Your objective = Please set down each record exactly as it appears, but leave out any pictures.

Data for this task =
--
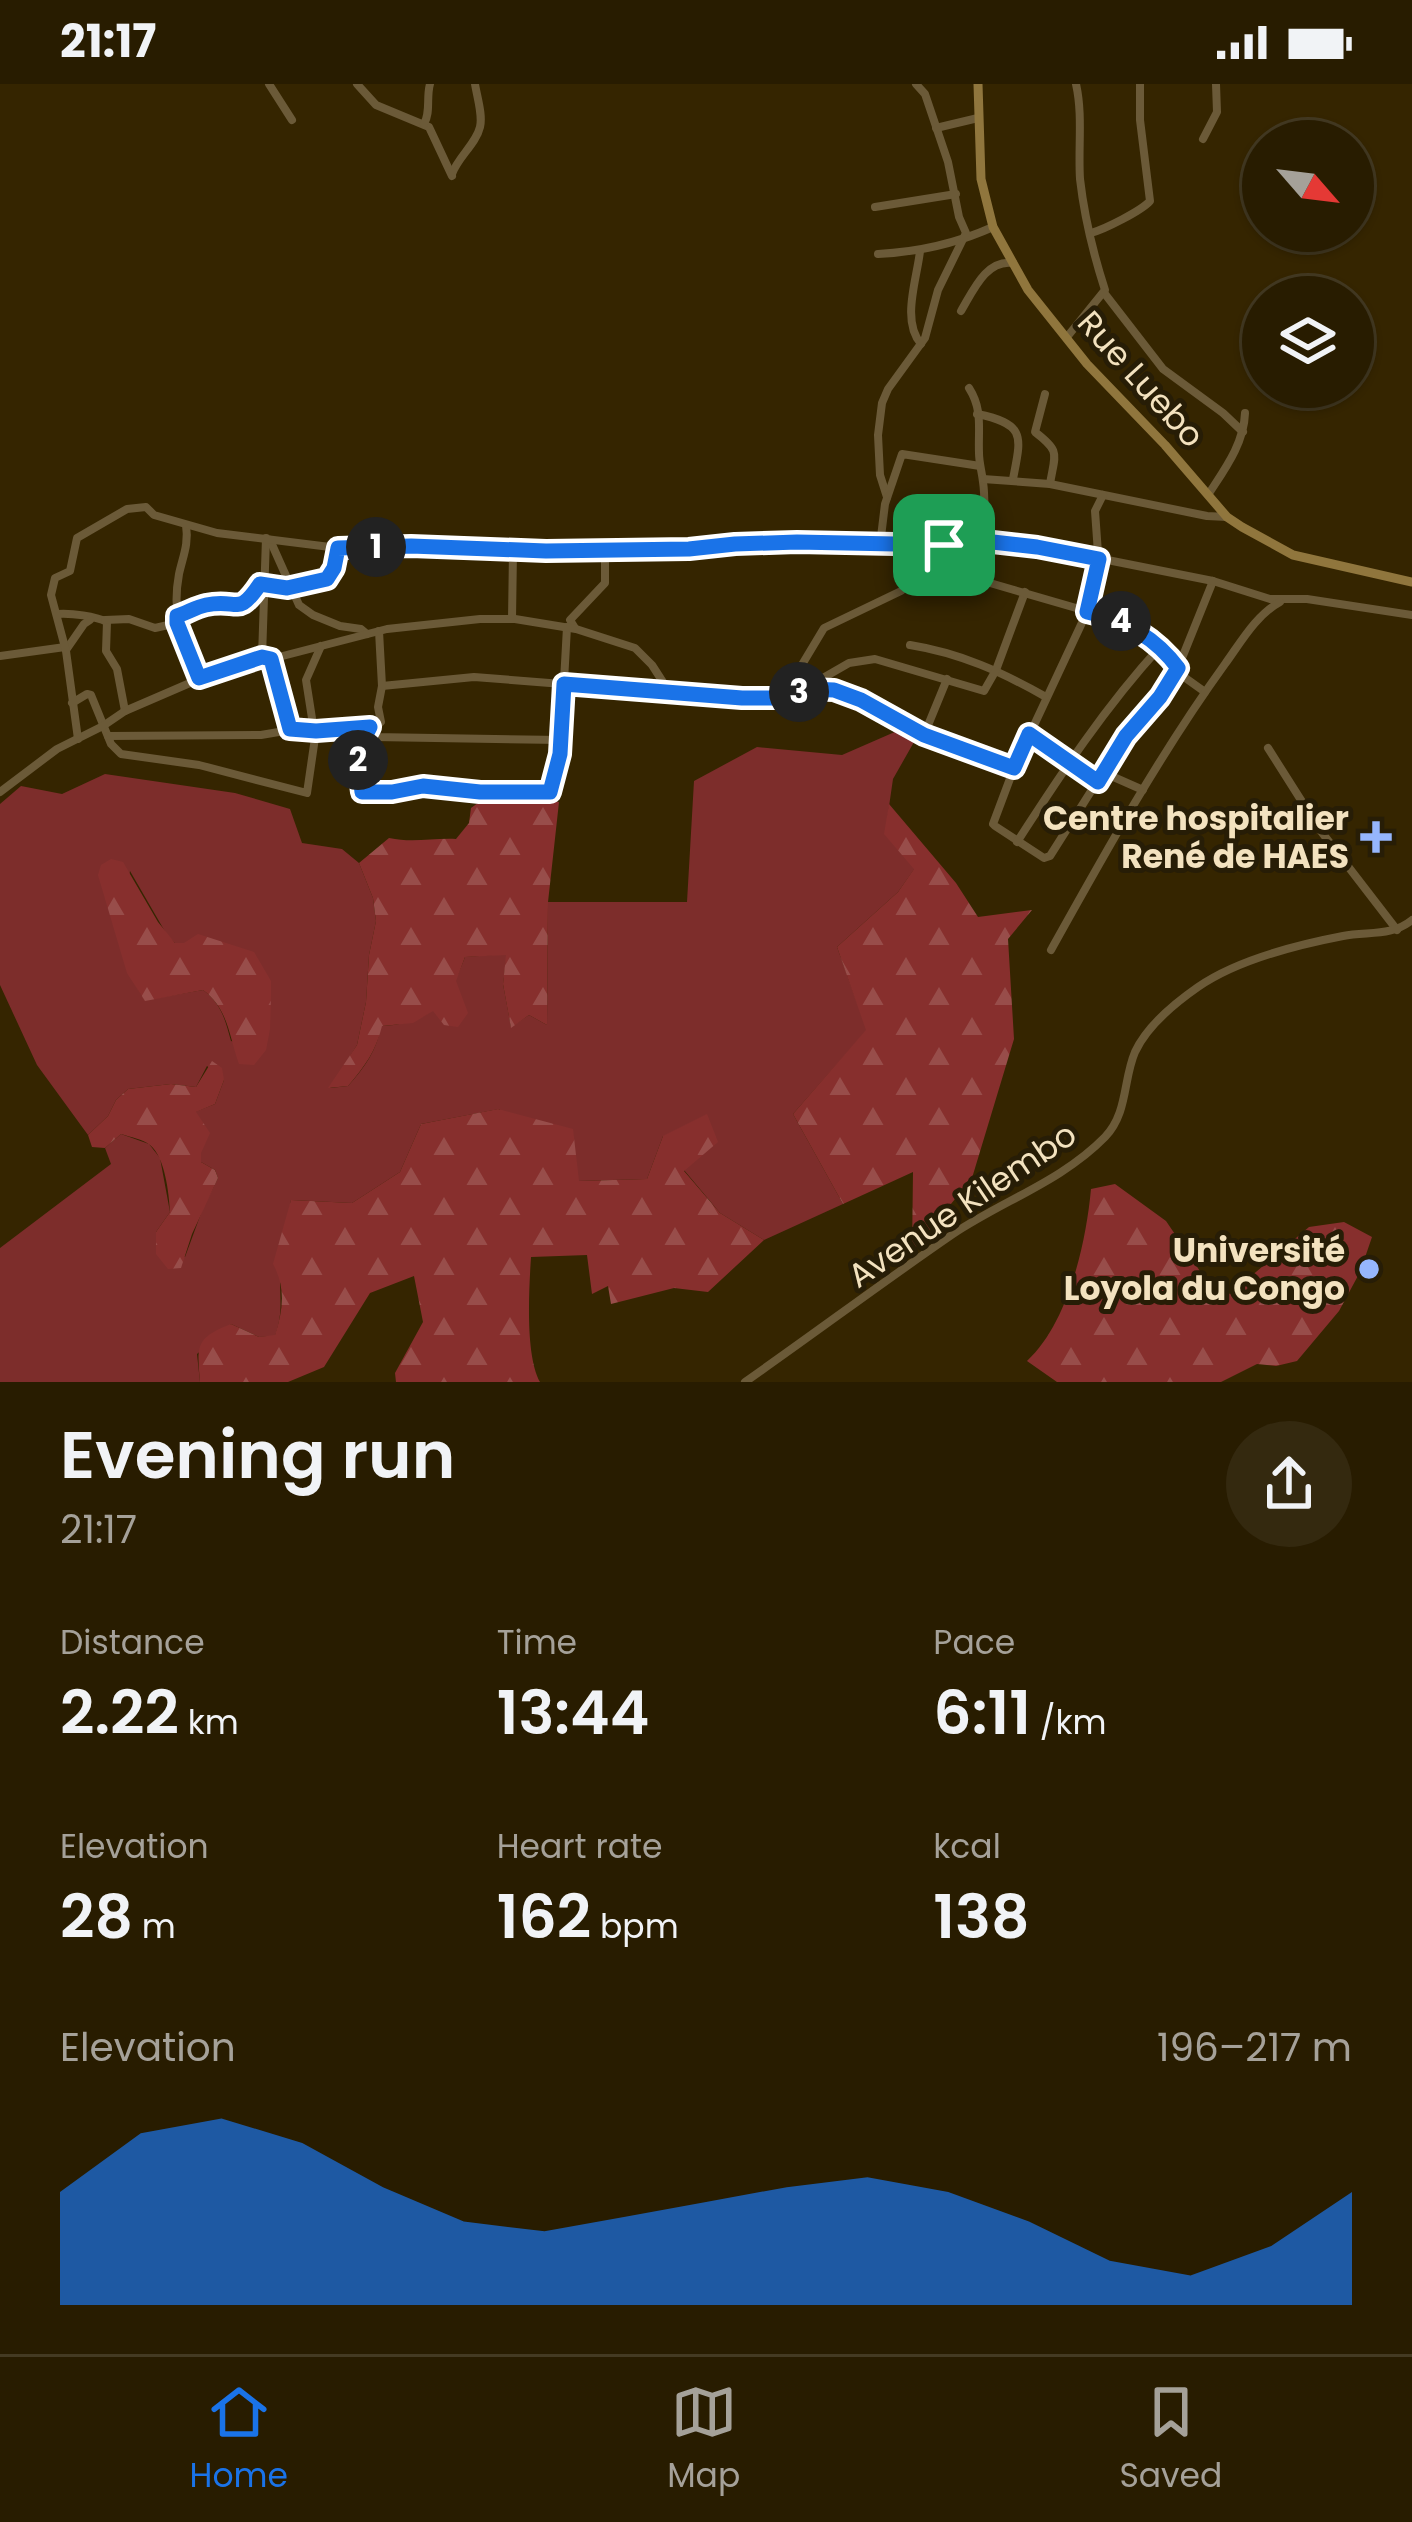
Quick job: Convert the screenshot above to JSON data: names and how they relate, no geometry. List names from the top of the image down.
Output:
{
  "streets": {
    "street": ["Rue Luebo", "Avenue Kilembo"]
  },
  "places": {
    "health": ["Centre hospitalier René de HAES"],
    "other": ["Université Loyola du Congo"]
  },
  "north": "bottom right",
  "page": {
    "status": "21:17",
    "pins": [
      "1",
      "4",
      "3",
      "2"
    ],
    "heading": ["Evening run", "21:17"],
    "stats": [
      ["Distance", "2.22 km"],
      ["Time", "13:44"],
      ["Pace", "6:11 /km"],
      ["Elevation", "28 m"],
      ["Heart rate", "162 bpm"],
      ["kcal", "138"]
    ],
    "chart": ["Elevation", "196–217 m"],
    "tabs": ["Home", "Map", "Saved"]
  }
}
--
Expected output =
Quick job: Convert the screenshot above to JSON data: names and how they relate, no geometry. List names from the top of the image down.
Output:
{
  "streets": {
    "street": ["Rue Luebo", "Avenue Kilembo"]
  },
  "places": {
    "health": ["Centre hospitalier René de HAES"],
    "other": ["Université Loyola du Congo"]
  },
  "north": "bottom right",
  "page": {
    "status": "21:17",
    "pins": [
      "1",
      "4",
      "3",
      "2"
    ],
    "heading": ["Evening run", "21:17"],
    "stats": [
      ["Distance", "2.22 km"],
      ["Time", "13:44"],
      ["Pace", "6:11 /km"],
      ["Elevation", "28 m"],
      ["Heart rate", "162 bpm"],
      ["kcal", "138"]
    ],
    "chart": ["Elevation", "196–217 m"],
    "tabs": ["Home", "Map", "Saved"]
  }
}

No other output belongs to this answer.